Another dynamic project at the CCAD is the Virtual Soldier Research (VSR) project. This unique project combines CAD and video-game technology to study human physiological movement. In particular, the project utilizes an extremely humanlike avatar to digitally replicate human movements. This simulation tool enables researchers to gain insight into the complex physiological workings behind even the simplest human movements. In fact, the avatar has its own ''skeleton'' and organs so as to heighten its human realism.

The VSR project is actually funded by the U.S. Army. This sponsorship illustrates the many valuable applications of CAD to the real world. The Army benefits from the VSR because the project uses fairly inexpensive digital modeling to demonstrate a soldier's interaction with the outside world. That is, the VSR uses CAD instead of building costlier prototypes such as weapons. The VSR project is also considerably safer than material prototypes because it is completely contained in computers. Besides an army defense project, the VSR doubly acts as a biotechnological project useful for healthcare, since the avatar so closely mimics human movements.

Each project at the CCAD involves the work of undergraduate students, graduate students, and professors. There are also many technical workers who work directly with the software. These students are generally engineering majors who have areas of concentration in statistical modeling, biotechnology, virtual reality, and cognitive engineering. All students take advantage of the CCAD's state-of-the-art facilities. The newest facility at the CCAD is a ground-breaking virtual reality lab, which contains six walls of virtual reality technology.

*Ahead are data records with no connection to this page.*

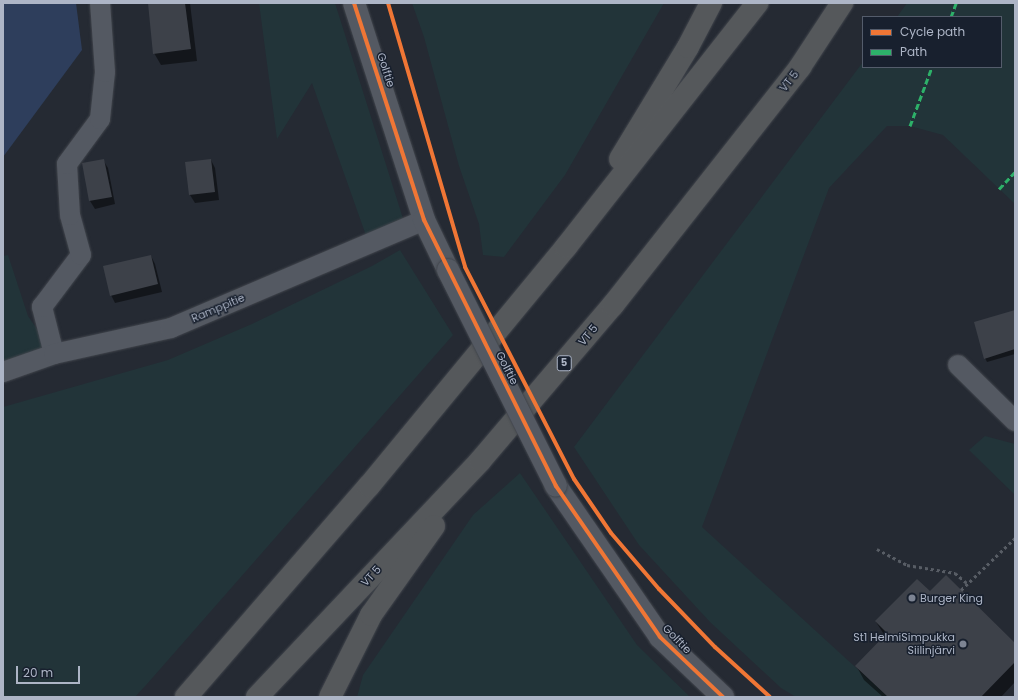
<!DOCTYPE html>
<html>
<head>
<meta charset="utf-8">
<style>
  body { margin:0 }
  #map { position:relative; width:1018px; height:700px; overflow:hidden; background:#252a33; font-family:Poppins,sans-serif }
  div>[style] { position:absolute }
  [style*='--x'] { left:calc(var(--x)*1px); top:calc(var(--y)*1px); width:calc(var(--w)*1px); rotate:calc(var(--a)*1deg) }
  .green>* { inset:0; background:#223439 }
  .water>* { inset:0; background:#2e3e5c }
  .shadow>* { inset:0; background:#0007 }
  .building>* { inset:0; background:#3d4149 }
  .path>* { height:2.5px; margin-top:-1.25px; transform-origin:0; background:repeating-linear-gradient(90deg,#585d65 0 3px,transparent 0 6px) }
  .roads { filter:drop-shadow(0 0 1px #41454c) drop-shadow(0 0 1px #41454c) }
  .minor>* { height:20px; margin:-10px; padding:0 10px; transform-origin:10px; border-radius:10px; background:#545962 }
  .tertiary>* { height:22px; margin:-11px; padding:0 11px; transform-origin:11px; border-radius:11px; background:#545962 }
  .motorway>* { height:22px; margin:-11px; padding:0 11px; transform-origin:11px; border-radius:11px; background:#55585b }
  .bridges { filter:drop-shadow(0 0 1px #41454c) drop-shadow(0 0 1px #41454c) }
  .tertiary-bridge>* { height:22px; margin:-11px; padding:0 11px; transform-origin:11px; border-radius:11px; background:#545962 }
  .quiet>* { height:3px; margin-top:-1.5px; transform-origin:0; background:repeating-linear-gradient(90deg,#2db169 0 6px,transparent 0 9px) }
  .cycleway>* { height:4px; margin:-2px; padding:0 2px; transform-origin:2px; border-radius:2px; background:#f07635 }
  .dots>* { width:11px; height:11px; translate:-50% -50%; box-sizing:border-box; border:2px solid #18202e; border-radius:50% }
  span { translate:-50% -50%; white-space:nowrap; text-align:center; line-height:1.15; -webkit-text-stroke:3px #18202e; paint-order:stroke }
  .shield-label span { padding:1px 3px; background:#18202e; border:1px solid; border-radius:3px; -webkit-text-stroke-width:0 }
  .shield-label { font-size:10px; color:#adb5c6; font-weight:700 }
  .street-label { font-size:11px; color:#adb5c6 }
  .poi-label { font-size:11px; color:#adb5c6 }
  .left { translate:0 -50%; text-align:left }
  .right { translate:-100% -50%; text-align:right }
  .frame { position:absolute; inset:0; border:4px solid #adb5c6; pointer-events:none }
  .legend { position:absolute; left:862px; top:16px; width:140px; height:52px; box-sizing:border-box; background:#18202e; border:1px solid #545c6b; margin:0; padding:5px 7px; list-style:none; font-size:12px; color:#adb5c6 }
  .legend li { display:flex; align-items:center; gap:8px; height:20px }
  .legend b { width:20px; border:1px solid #545c6b }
  .scale { position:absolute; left:16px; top:666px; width:64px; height:18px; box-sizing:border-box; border:2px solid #adb5c6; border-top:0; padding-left:5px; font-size:12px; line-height:14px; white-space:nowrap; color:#adb5c6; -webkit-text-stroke:3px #18202e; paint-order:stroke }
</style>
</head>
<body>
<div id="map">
  <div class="green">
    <i style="clip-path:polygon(259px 3px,335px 3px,406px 228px,369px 244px,312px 83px,277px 139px)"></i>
    <i style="clip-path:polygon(412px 3px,664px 3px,565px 175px,504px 257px,483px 255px,479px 224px,459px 166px,424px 37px)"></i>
    <i style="clip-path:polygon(907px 3px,1015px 3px,1015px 204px,943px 135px,910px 126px,887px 126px,829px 188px,702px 527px,888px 697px,796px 697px,781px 688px,710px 622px,639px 545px,574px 447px,863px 62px,863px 67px,1001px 67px,1001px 17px,897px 17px)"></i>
    <i style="clip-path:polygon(400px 250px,453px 335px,147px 684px,135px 697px,3px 697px,3px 407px,168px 360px,252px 324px,372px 266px)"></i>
    <i style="clip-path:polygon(8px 255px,28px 316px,54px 354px,3px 372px,3px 256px)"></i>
    <i style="clip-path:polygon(985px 436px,1015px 444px,1015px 495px,969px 450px)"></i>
    <i style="clip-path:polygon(520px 473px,637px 645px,690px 697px,357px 697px,363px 675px,473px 515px)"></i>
  </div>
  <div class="water">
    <i style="clip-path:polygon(3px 3px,76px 3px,82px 50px,3px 157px)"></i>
  </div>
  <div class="shadow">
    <i style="clip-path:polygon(149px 3px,190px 3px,197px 61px,161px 65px,154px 53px)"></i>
    <i style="clip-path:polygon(103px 160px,108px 168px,115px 204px,95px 209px,90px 201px,83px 164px)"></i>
    <i style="clip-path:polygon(211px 160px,215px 168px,219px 200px,195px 203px,190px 195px,186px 163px)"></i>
    <i style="clip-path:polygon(151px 256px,155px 264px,162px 292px,115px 303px,111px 295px)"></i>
    <i style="clip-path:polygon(1015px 313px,1015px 354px,987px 362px,985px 358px)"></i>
    <i style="clip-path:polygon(930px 593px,1015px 645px,1015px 682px,1001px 697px,883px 697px,864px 680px,857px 667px,885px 636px,876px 622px)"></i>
  </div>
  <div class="building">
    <i style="clip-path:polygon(148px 3px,185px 3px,191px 49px,153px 54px)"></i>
    <i style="clip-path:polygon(104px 159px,112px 197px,89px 201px,82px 163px)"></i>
    <i style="clip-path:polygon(211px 159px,215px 192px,189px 195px,185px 162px)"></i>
    <i style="clip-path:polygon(151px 255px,158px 284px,110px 296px,103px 266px)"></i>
    <i style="clip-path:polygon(1015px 310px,1015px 349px,984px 359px,974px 322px)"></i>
    <i style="clip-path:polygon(946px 575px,1015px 643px,1015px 662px,981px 697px,888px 697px,855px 666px,887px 633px,875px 621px,917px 579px,930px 591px)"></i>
  </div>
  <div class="path">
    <i style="--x:877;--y:549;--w:34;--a:28"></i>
    <i style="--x:907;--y:565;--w:49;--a:9.5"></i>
    <i style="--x:955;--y:573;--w:17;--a:40"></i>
    <i style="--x:961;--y:590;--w:75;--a:-43.9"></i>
  </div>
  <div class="roads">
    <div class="minor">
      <i style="--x:54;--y:354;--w:49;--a:-104.3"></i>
      <i style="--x:42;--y:307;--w:65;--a:-53.1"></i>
      <i style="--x:81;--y:255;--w:41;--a:-105.4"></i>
      <i style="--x:70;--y:215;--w:51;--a:-93.4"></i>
      <i style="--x:67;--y:164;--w:56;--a:-53.7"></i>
      <i style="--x:100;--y:119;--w:47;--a:-83.9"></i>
      <i style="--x:105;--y:72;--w:69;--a:-94.1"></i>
      <i style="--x:958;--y:365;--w:80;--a:44.5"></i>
      <i style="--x:3;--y:372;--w:54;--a:-19.4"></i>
      <i style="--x:54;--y:354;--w:120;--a:-12.5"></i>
      <i style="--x:171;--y:328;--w:275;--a:-23.1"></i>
    </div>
    <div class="tertiary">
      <i style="--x:354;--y:3;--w:228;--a:72.1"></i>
      <i style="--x:424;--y:220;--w:55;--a:64.4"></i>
      <i style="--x:556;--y:486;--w:183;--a:55.4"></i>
      <i style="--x:660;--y:637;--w:87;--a:43.6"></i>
    </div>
    <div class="motorway">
      <i style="--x:620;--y:159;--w:131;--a:-58.7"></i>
      <i style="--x:688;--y:47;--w:50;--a:-62.4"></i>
      <i style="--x:186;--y:697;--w:279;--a:-49.1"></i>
      <i style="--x:369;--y:486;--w:310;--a:-50.5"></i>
      <i style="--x:566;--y:247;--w:310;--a:-51.9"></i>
      <i style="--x:257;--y:697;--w:325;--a:-46.6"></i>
      <i style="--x:480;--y:461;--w:205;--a:-49.6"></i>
      <i style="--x:613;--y:305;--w:303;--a:-51.8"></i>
      <i style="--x:800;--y:67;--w:77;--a:-56.7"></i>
      <i style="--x:330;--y:697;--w:92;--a:-63.4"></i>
      <i style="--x:371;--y:615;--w:109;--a:-54.7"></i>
    </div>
  </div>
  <div class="bridges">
    <div class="tertiary-bridge">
      <i style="--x:448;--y:270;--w:241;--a:63.4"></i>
    </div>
  </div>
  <div class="quiet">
    <i style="--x:951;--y:17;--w:15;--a:-70"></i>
    <i style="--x:910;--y:126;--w:63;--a:-69.6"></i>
    <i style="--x:999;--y:189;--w:23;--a:-47"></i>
  </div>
  <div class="cycleway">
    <i style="--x:354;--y:3;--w:228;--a:72.1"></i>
    <i style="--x:424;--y:220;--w:297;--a:63.6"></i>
    <i style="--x:556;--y:486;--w:183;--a:55.4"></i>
    <i style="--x:660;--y:637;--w:87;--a:43.6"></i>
    <i style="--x:388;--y:3;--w:275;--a:73.7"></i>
    <i style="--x:465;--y:267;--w:238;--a:62.8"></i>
    <i style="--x:574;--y:479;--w:65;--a:55.6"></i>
    <i style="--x:611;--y:533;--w:74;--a:49.4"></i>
    <i style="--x:659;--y:589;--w:81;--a:46"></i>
    <i style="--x:715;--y:647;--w:74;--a:42.3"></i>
  </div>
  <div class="dots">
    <i style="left:912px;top:598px;background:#7d8493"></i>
    <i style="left:963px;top:644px;background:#7d8493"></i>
  </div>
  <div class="shield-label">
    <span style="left:564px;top:363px">5</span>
  </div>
  <div class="street-label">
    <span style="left:386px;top:70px;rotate:72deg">Golftie</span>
    <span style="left:789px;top:81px;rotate:-52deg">VT 5</span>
    <span style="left:218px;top:308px;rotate:-23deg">Ramppitie</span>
    <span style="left:588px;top:335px;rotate:-49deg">VT 5</span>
    <span style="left:507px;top:368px;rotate:63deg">Golftie</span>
    <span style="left:371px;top:576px;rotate:-47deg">VT 5</span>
    <span style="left:677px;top:639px;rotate:46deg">Golftie</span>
  </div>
  <div class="poi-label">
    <span class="left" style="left:920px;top:598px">Burger King</span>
    <span class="right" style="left:955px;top:644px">St1 HelmiSimpukka<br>Siilinjärvi</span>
  </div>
  <div class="frame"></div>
  <ul class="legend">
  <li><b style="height:5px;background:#f07635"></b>Cycle path</li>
  <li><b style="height:5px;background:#2db169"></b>Path</li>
  </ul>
  <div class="scale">20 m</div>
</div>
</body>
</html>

Students who work at the CCAD are already well-versed with CAD engineering software because it is required for all of the projects. A typical CAD job description at the CCAD requires students with project-specific backgrounds, such as a background in automobile mechanics for working on the NADS project. Moreover, CCAD employment requires strong computer-programming skills, especially with C or C++ languages. Other requirements may include excellent academic records, recommendations from former professors, and previous internship experience.

CCAD jobs primarily involve the applied sciences. In other words, these jobs are more engineering jobs than they are design jobs. Moreover, the mission of the CCAD centers on promulgating new knowledge rather than directly utilizing the knowledge for commercial activities. Nonetheless, the healthcare and automobile industries have greatly benefited from the CCAD's findings. Because of the CCAD, these industries have installed the latest CAD technology and achieved higher performance. In return, many commercial and government industries have funded the CCAD's future operations, allowing it to remain at the forefront of CAD technology.

Like commercial jobs in CAD, each CCAD job demands strong mathematical knowledge and fluency in various computer platforms. Most students employed by the CCAD are studying at or have graduated from the University of Iowa's College of Engineering. Therefore, most have already gained advanced proficiency in CAD.

Students who work at the CCAD also have many opportunities to publish their research. They often write project reports and take minutes at conference proceedings. They also write for national and international journals. Lastly, they often base their academic theses and dissertations on their research at the CCAD, which helps them narrow down their professional specialties.